How do you tell if your plant needs to be repotted? As part of our feature series, Plant Parent Basics, in this article you will learn how to tell if your plant needs a new home, and the foolproof way to make it happen.
How do I know if my plant needs to be repotted?
Before doing anything, take a look at your plant and ask the following:
Do you see roots coming through the drainage holes in bottom of the container?
Do you see any tangled roots in a thick mass near the soil surface?
Gently slip the plant out from its container. Do you see more roots than soil?
If you answered yes to ANY of these, it's time to give your plant a new home. If you answered no to ALL of these questions, you do not need to repot your plant.
How do I know what kind of container to use?
Pick a container that has good drainage. You want to make sure water doesn't stay stagnant - this causes root rot and other not fun plant illnesses. Good drainage means that water can flow out of the container unobstructed, usually through holes in the bottom of the container. If the container you want to use doesn’t have drainage holes, you can create a drainage system in the bottom of the container using a layer of rocks.
If you're using a new pot, give it a good rinse under warm water before you repot. If you're using an old pot, wash it with soap and water. C'mon folks, we're not animals.
What do I need to repot my plant?
You’ll need a couple essential items to begin.
This is important - use fresh soil with every repot. Over time the nutrients in the soil of potted houseplants are used up or dissolve. It's good practice to use fresh soil to re-up on the vitamins and minerals plants need to grow.
If you are repotting a tropical plant, we recommend an all-purpose, organic potting soil.
If you are repotting a cactus or succulent, we recommend an organic cactus potting mix.
Rocks, sand or other similar media is essential to line the bottom of your container. This is exceptionally important to have if you are using a container that does not have drainage holes.
This is a big duh, but it’s funny how many times we’ve begun a repot without making sure we had our new container handy.
This is just a good item to have spread out over your work area to ensure a quick clean-up. A tray or cookie sheet always works well.
Depending on your plant, you may need some additional items:
You’ll use these to cut away any dead or rotted matter from your plant.

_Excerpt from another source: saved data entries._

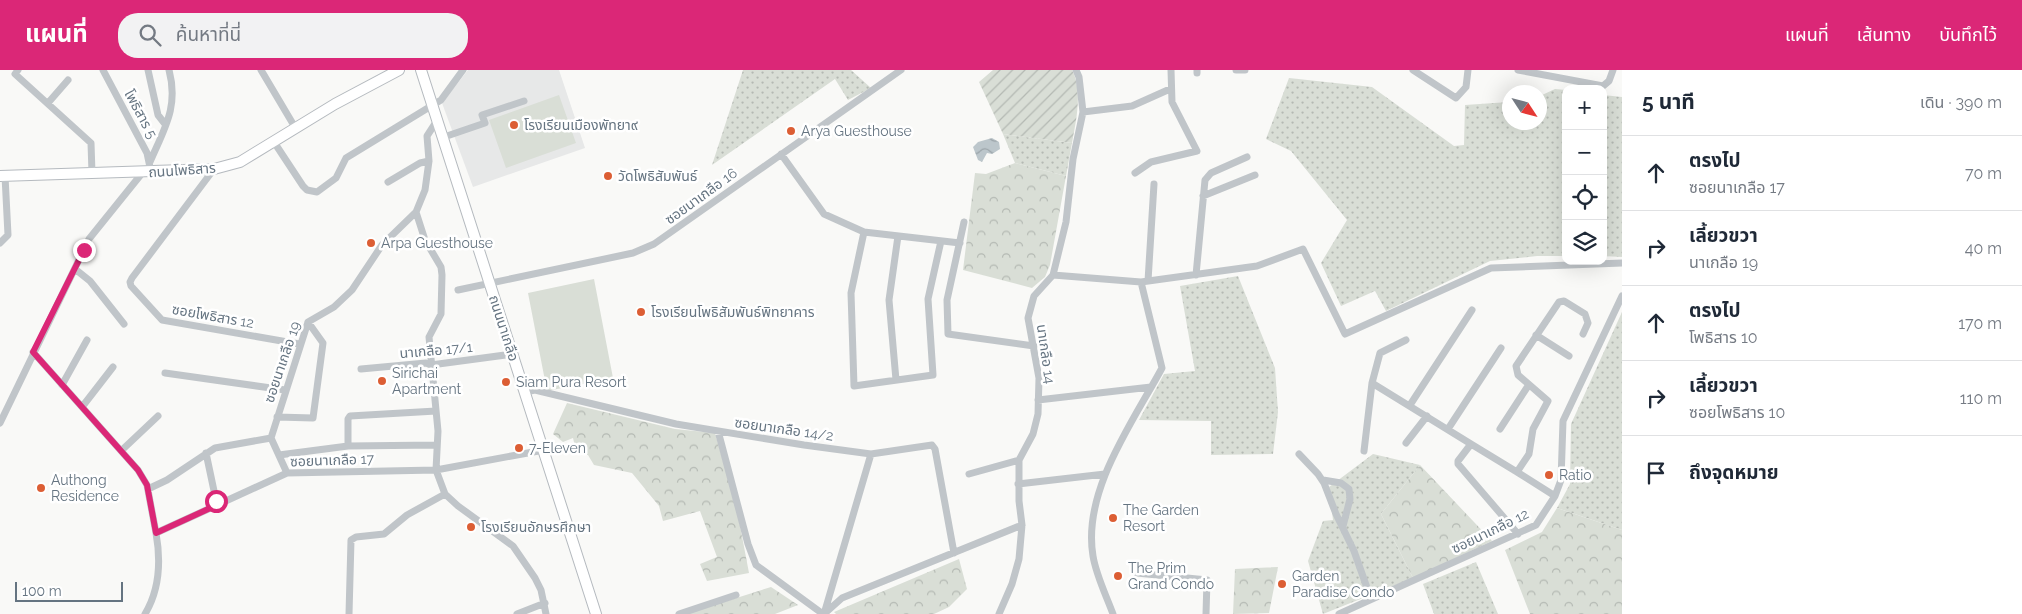 <!DOCTYPE html>
<html lang="th">
<meta charset="utf-8">
<style>
:root{--surface:#fff;--page:#f2f2f3;--text:#1f2937;--muted:#747a83;--line:#e0e1e3;--accent:#db2777}
body{margin:0;font-family:Raleway,"Noto Sans Thai",sans-serif;background:var(--page);color:var(--text)}
.controls{position:absolute;right:15px;top:15px;display:grid;overflow:hidden;border-radius:10px;box-shadow:0 5px 20px #0002}
.controls button{width:45px;height:45px;display:grid;place-items:center;padding:0;border:0;border-bottom:1px solid var(--line);background:var(--surface);color:var(--text);font:25px sans-serif}
.compass{position:absolute;left:1502px;top:15px;width:45px;height:45px;border-radius:50%;background:var(--surface);box-shadow:0 5px 20px #0002;rotate:126deg}
.scale{position:absolute;left:15px;bottom:12px;width:108px;box-sizing:border-box;padding-left:5px;border:2px solid #657481;border-top:0;font-size:14px;line-height:18px;white-space:nowrap;color:#657481;-webkit-text-stroke:4px #fff;paint-order:stroke}
.stop{position:absolute;width:15px;height:15px;margin:-11px;border:4px solid #db2777;border-radius:50%;background:#fff}
.stop.end{background:#db2777;border-color:#fff;box-shadow:0 1px 5px #0008}
.list{margin:0;padding:0;list-style:none}
h2{display:flex;justify-content:space-between;align-items:center;height:65px;margin:0;padding:0 20px;font-size:21px}
h2 small{font-size:16px;font-weight:400;color:var(--muted)}
.list li{display:grid;grid-template-columns:32px 1fr auto;gap:15px;align-items:center;box-sizing:border-box;height:75px;padding:0 20px;border-top:1px solid var(--line)}
.list b{display:block;font-size:19px;white-space:nowrap}
.list p{margin:0;font-size:16px;white-space:nowrap;color:var(--muted)}
.list em{font-size:16px;font-style:normal;color:var(--muted)}
.icon{flex:none;width:28px;height:28px;fill:none;stroke:currentColor;stroke-width:2;stroke-linecap:round;stroke-linejoin:round}
.map{position:relative;flex:none;width:1622px;height:544px;overflow:hidden}
header{display:flex;align-items:center;gap:30px;box-sizing:border-box;height:70px;padding:0 25px;background:var(--accent);color:#fff}
header strong{font-size:24px}
nav{display:flex;gap:28px;margin-inline-start:auto;font-size:18px}
.search{width:350px;height:45px;background:var(--page);display:flex;align-items:center;gap:12px;box-sizing:border-box;padding:0 18px;border-radius:20px;color:var(--muted);font-size:19px}
main{display:flex}
aside{flex:1;background:var(--surface)}
.map>svg:first-child{display:block}
.built{fill:#e7e8e8}
.grass{fill:url(#grass-dots)}
.forest{fill:url(#forest-crowns)}
.garden{fill:url(#garden-furrows)}
.pitch{fill:#d9ded6}
.water{fill:url(#water-waves)}
.lines{fill:none;stroke-linecap:round;stroke-linejoin:round}
.secondary-casing{stroke:#b5babf;stroke-width:12}
.street{stroke:#c0c5c9;stroke-width:7}
.secondary{stroke:#fff;stroke-width:10}
.route{stroke:#db2777;stroke-width:6}
.poi-dot{fill:#dc5e34;stroke:#fff;stroke-width:2}
.labels{text-anchor:middle;stroke-width:5;stroke-linejoin:round;paint-order:stroke}
.street-label{font-size:14px;fill:#657481;stroke:#fff}
.poi-label{font-size:14px;fill:#657481;stroke:#fff;text-anchor:start}
</style>
<header>
<strong>แผนที่</strong>
<div class="search"><svg class="icon" aria-label="search" viewBox="0 0 24 24"><circle cx="10" cy="10" r="6"/><path d="M15 15l6 6"/></svg>ค้นหาที่นี่</div>
<nav><a>แผนที่</a><a>เส้นทาง</a><a>บันทึกไว้</a></nav>
</header>
<main>
<div class="map">
<svg width="1622" height="544" viewBox="0 0 1622 544">
<defs>
<pattern id="grass-dots" width="8" height="8" patternUnits="userSpaceOnUse" patternTransform="scale(1.25)"><rect width="8" height="8" fill="#d9ded6"/><path d="M2 2h.1M6 6h.1" fill="none" stroke="#b4b9b3" stroke-width="1.8" stroke-linecap="round"/></pattern>
<pattern id="forest-crowns" width="20" height="18" patternUnits="userSpaceOnUse" patternTransform="scale(1.25)"><rect width="20" height="18" fill="#d9ded6"/><path d="M2 6a3 3 0 1 1 6 0M12 15a3 3 0 1 1 6 0" fill="none" stroke="#b4b9b3"/></pattern>
<pattern id="garden-furrows" width="10" height="10" patternUnits="userSpaceOnUse" patternTransform="scale(1.25)"><rect width="10" height="10" fill="#d9ded6"/><path d="M-1 1l2-2M0 10L10 0M9 11l2-2" fill="none" stroke="#b4b9b3"/></pattern>
<pattern id="water-waves" width="16" height="10" patternUnits="userSpaceOnUse" patternTransform="scale(1.25)"><rect width="16" height="10" fill="#bcc6cb"/><path d="M0 5q4-4 8 0t8 0" fill="none" stroke="#9ca5aa"/></pattern>
</defs>
<rect width="100%" height="100%" fill="#f9f9f7"/>
<!-- built -->
<path class="built" d="M468,0h91l26,78 -112,39 -31,-84z"/>
<!-- grass -->
<path class="grass" d="M743,0h108l20,18 -23,12 -13,-21 -123,86z
M1289,8l83,9 82,59 10,-1 1,-40 44,-3 1,20h30v-26l15,-7 11,1v166h-29l-47,5 -104,50 -11,-20 -34,15 -20,-43 26,-43 -56,-69 -25,-12z
M1603,25l19,2v160l-19,-1z
M1003,64l69,9 -6,33 -51,-13z
M1238,206l37,92 3,44 -5,42 -62,1v-34l-72,-1 25,-46 31,-3 -15,-85z
M1622,242v218l-65,-22 13,-24 1,-60z
M1373,384l47,11 -39,49 32,64 -90,36 -15,-53 15,-40 10,-1 -4,-33z
M1476,492l22,52h-64l-11,-30z"/>
<!-- forest -->
<path class="forest" d="M1015,93l51,13 -16,89 -5,12 -13,11 -69,-18 12,-97 11,1z
M567,333l108,26 40,4 22,77 12,63 -42,8 -7,-17 17,-7 -17,-46 -37,10 -4,-15 -27,-33 -38,-8 -6,-10h-11l-4,-17 -10,4 -10,-8z
M1420,395l72,76 -79,37 -32,-64z
M1557,438l65,22v84h-92l-25,-64 37,-18z
M959,489l8,30 -18,18 -15,7h-98l-2,-2z
M1278,497l-9,46 -36,1 2,-45z
M771,517l27,18 -23,9h-89z"/>
<!-- garden -->
<path class="garden" d="M993,0h79c11,21 4,51 0,73l-69,-9 -24,-52z"/>
<!-- pitch -->
<path class="pitch" d="M559,25l17,48 -70,25 -17,-48z
M594,209l19,99 -66,13 -19,-98z"/>
<!-- water -->
<path class="water" d="M992,68l7,4 1,7 -8,5 -5,-1 -5,9 -4,-2 -5,-13 5,-5z"/>
<g class="lines">
<!-- secondary casing -->
<g class="secondary-casing">
<path id="secondary" d="M421,0l175,544
M0,106l214,-7 26,-7 95,-58 64,-34"/>
</g>
<!-- street -->
<path class="street" d="M18,0l-3,4 76,69 1,30
M103,0l44,83 4,19
M148,0l10,45 7,9
M261,0l35,59
M1197,0v3
M1236,0h9
M1413,0l43,28 10,-11 2,-17
M1518,0l85,16 6,-5 4,-11
M48,33l20,-23
M1083,42l49,-6 38,-17
M444,67l41,-14 -3,-8 42,-14
M274,72l29,44 4,4 10,2 19,-14 10,-20 95,-58 22,-30
M781,84l43,60 40,18 96,11
M150,92c14,-33 29,-55 19,-92
M214,99l-82,109 -2,4 1,4 31,34 137,24
M1135,103l16,-11 46,-11 -25,-49 -1,-32
M388,112l32,-19 9,-2
M1203,126l52,-21
M416,142l9,28 16,27 1,8 -1,39 -12,23 9,94 -2,39 9,24 13,12 55,40 22,32 6,12 5,24
M964,152l-17,78 1,34 86,12
M864,162l-13,61 3,93 79,-11 -5,-76 13,-58
M0,173l8,-8 -3,-59
M75,199l15,12 34,43
M1053,205l88,7 116,-16 46,-17 42,85 146,-66 131,-5
M1196,205l9,-95 6,-7 36,-16
M1148,211l6,-97
M458,220l175,-37 21,-9 247,-174
M1536,265l33,21
M33,282l105,118 9,15 9,48
M361,299l65,-6 5,2 82,-11
M165,303l120,17
M896,310l-7,-80 9,-64
M1372,313l8,-30 26,-13
M62,315l25,-45
M525,322l10,-2 141,34 128,21 67,9 61,-9 3,4 19,104
M1038,330l113,-13
M1410,335l62,-95
M82,337l31,-40
M277,347l36,1 10,-75 -15,-21
M0,353l89,-184 54,-67
M1448,359l53,-81
M1500,359l28,-43
M718,361l30,113 8,21 67,49
M271,368l16,35
M1406,373l21,-27
M348,376v-27l2,-3 86,-5
M122,380l36,-34
M1364,381l8,-68 99,61
M206,383l11,52
M1299,384l19,20 6,9 12,31 18,37 17,48
M279,385l69,-9 89,-1
M1517,402l38,24
M969,404l50,-14
M1323,410l18,3 8,6 1,10 -7,27
M1018,414l87,-10
M148,419l19,-9 48,-32 56,-10 37,-116 26,-15 18,-17 30,-45 34,-33 9,-22 4,-29 -2,-25 11,-17
M1518,464l-60,-70v-3l13,-17 46,28 12,-18 4,-25 15,-28 -30,-26 -2,-9 43,-64 5,-1 21,13 3,9 -5,11
M1137,503l70,7 -1,34
M145,544c15,-25 16,-53 11,-81l131,-60 149,-3 108,-20
M349,544l2,-74 5,-3 28,-3 23,-19 38,-21
M517,544l28,-11
M679,544l57,-19
M824,544l18,-16 180,-73
M824,544l47,-160
M999,544l13,-30 7,-25 3,-34 -3,-24v-41l14,-26 5,-20 1,-36 -11,-60 6,-22 19,-21 13,-53 7,-63 10,-47 -4,-35 -3,-7
M1113,544c-7,-19 -17,-39 -20,-58 -11,-65 40,-134 69,-188l-21,-86
M1339,544l197,-89 19,-29 6,-16 2,-59 59,-125"/>
<!-- secondary -->
<use href="#secondary" class="secondary"/>
</g>
<g class="lines">
<!-- route -->
<path class="route" d="M84,180l-51,102 105,118 9,15 9,48 61,-28 -1,-4"/>
</g>
<!-- markers -->
<g class="poi-dot">
<circle cx="514" cy="55" r="5"/>
<circle cx="791" cy="61" r="5"/>
<circle cx="608" cy="106" r="5"/>
<circle cx="371" cy="173" r="5"/>
<circle cx="641" cy="242" r="5"/>
<circle cx="382" cy="311" r="5"/>
<circle cx="506" cy="312" r="5"/>
<circle cx="519" cy="378" r="5"/>
<circle cx="1549" cy="405" r="5"/>
<circle cx="41" cy="418" r="5"/>
<circle cx="1113" cy="448" r="5"/>
<circle cx="471" cy="457" r="5"/>
<circle cx="1118" cy="506" r="5"/>
<circle cx="1282" cy="514" r="5"/>
</g>
<g class="labels">
<!-- street labels -->
<g class="street-label">
<text transform="translate(141 44) rotate(62)" y="5">โพธิสาร 5</text>
<text transform="translate(182 100) rotate(-4)" y="5">ถนนโพธิสาร</text>
<text transform="translate(701 126) rotate(-36)" y="5">ซอยนาเกลือ 16</text>
<text transform="translate(213 246) rotate(10)" y="5">ซอยโพธิสาร 12</text>
<text transform="translate(504 258) rotate(72)" y="5">ถนนนาเกลือ</text>
<text transform="translate(436 280) rotate(-5)" y="5">นาเกลือ 17/1</text>
<text transform="translate(1046 284) rotate(82)" y="5">นาเกลือ 14</text>
<text transform="translate(282 292) rotate(-71)" y="5">ซอยนาเกลือ 19</text>
<text transform="translate(784 359) rotate(8)" y="5">ซอยนาเกลือ 14/2</text>
<text transform="translate(332 390) rotate(-2)" y="5">ซอยนาเกลือ 17</text>
<text transform="translate(1490 461) rotate(-26)" y="5">ซอยนาเกลือ 12</text>
</g>
<!-- poi labels -->
<g class="poi-label">
<text x="524" y="60">โรงเรียนเมืองพัทยา๙</text>
<text x="801" y="66">Arya Guesthouse</text>
<text x="618" y="111">วัดโพธิสัมพันธ์</text>
<text x="381" y="178">Arpa Guesthouse</text>
<text x="651" y="247">โรงเรียนโพธิสัมพันธ์พิทยาคาร</text>
<text x="392" y="308">Sirichai<tspan x="392" dy="16">Apartment</tspan></text>
<text x="516" y="317">Siam Pura Resort</text>
<text x="529" y="383">7-Eleven</text>
<text x="1559" y="410">Ratio</text>
<text x="51" y="415">Authong<tspan x="51" dy="16">Residence</tspan></text>
<text x="1123" y="445">The Garden<tspan x="1123" dy="16">Resort</tspan></text>
<text x="481" y="462">โรงเรียนอักษรศึกษา</text>
<text x="1128" y="503">The Prim<tspan x="1128" dy="16">Grand Condo</tspan></text>
<text x="1292" y="511">Garden<tspan x="1292" dy="16">Paradise Condo</tspan></text>
</g>
</g>
</svg>
<div class="controls">
<button>+</button>
<button>−</button>
<button><svg class="icon" aria-label="locate" viewBox="0 0 24 24"><circle cx="12" cy="12" r="6"/><path d="M12 2v4M12 18v4M2 12h4M18 12h4"/></svg></button>
<button><svg class="icon" aria-label="layers" viewBox="0 0 24 24"><path d="M12 4l9 5-9 5-9-5zM3 14l9 5 9-5"/></svg></button>
</div>
<svg class="compass" viewBox="-18 -18 36 36"><path d="M0-13l5 13h-10z" fill="#e53935"/><path d="M0 13l5-13h-10z" fill="#747a83"/></svg>
<div class="scale">100 m</div>
<div class="stop" style="left:216px;top:431px"></div>
<div class="stop end" style="left:84px;top:180px"></div>
</div>
<aside>
<h2>5 นาที<small>เดิน · 390 m</small></h2>
<ul class="list">
<li><svg class="icon" aria-label="ahead" viewBox="0 0 24 24"><path d="M12 20V5M6 11l6-6 6 6"/></svg><div><b>ตรงไป</b><p>ซอยนาเกลือ 17</p></div><em>70 m</em></li>
<li><svg class="icon" aria-label="right" viewBox="0 0 24 24"><path d="M7 20v-9h11M14 6l5 5-5 5"/></svg><div><b>เลี้ยวขวา</b><p>นาเกลือ 19</p></div><em>40 m</em></li>
<li><svg class="icon" aria-label="ahead" viewBox="0 0 24 24"><path d="M12 20V5M6 11l6-6 6 6"/></svg><div><b>ตรงไป</b><p>โพธิสาร 10</p></div><em>170 m</em></li>
<li><svg class="icon" aria-label="right" viewBox="0 0 24 24"><path d="M7 20v-9h11M14 6l5 5-5 5"/></svg><div><b>เลี้ยวขวา</b><p>ซอยโพธิสาร 10</p></div><em>110 m</em></li>
<li><svg class="icon" aria-label="arrive" viewBox="0 0 24 24"><path d="M6 21V4h12l-3 4 3 4H6"/></svg><div><b>ถึงจุดหมาย</b></div></li>
</ul>
</aside>
</main>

Make sure to clean your shears with hot water and soap when you’re finished.
A necessary tool if you are repotting cacti or spikey succulents.
Good to have handy if you prefer to scoop soil with a tool rather than your hands; especially helpful with larger repot projects.
A nifty tool to have to brush off extra bits of dirt and debris from your plant when you’re finished; especially useful for dusting off cacti and spikey succulents.
How do I repot my plant?
Just follow these simple steps:
Water and loosen soil
Lightly water your plant to help the root ball and soil slide more easily out of the pot.
Remove your plant from the pot by carefully turning it on its side, supporting the main stem of your plant in one hand and use the other hand to gently pull the pot away. Do not pull or yank on the stem. Instead, work it loose by tapping on the container. You can also use a trowel to loosen the soil around the edges of the container.
Take a look at your plant’s roots. If the soil is in good shape, try to disturb it as little as possible.
If the soil is rotten or moldy (if you aren’t sure, give it a sniff and if it smells like death, that’s rot boy!), shake away some of the excess soil and snip any rotted roots. Use your fingers to gently loosen the roots they can spread out in their home.
If your container has drainage holes, it’s not necessary to put rocks in the bottom of the pot. If your container does not have drainage holes, you must put rocks in the bottom of the pot to create the necessary drainage.
Add soil and plant
Add a bit of soil in the container for your plant to sit on. Measure the height and make sure the top of the root ball is at least 1/2″ below the rim of the pot, so that it won’t overflow when you water it.
Place the plant in the pot and settle it on the soil. Look at it from all sides to make sure it’s centered and sitting up straight.
Add potting soil around the plant in layers, pressing it down with your fingers until firm. Don’t be afraid to pack that soil in. You want the plant roots to be snug in their new home, so pack that soil in tight. It may sound counter-intuitive, but trust us on this one.
Water and monitor
Water, water, water. Plant roots hate being exposed to air because it yanks the moisture right out of them faster than a speeding bullet. That's why their underground (#ohduh). Give your plant a good drink after repotting to make sure your roots don't dry out. And go slow! Too much water at once can cause a newly potted plant to pop out of the soil.
Repotting can be daunting, for some fear that handling the roots will cause irreversible damage to the plant. In almost all cases, this is not true. Plants are amazingly resilient. While they may take a few days or weeks to bounce back to their pre-repot body, they will, in time, make a full recovery.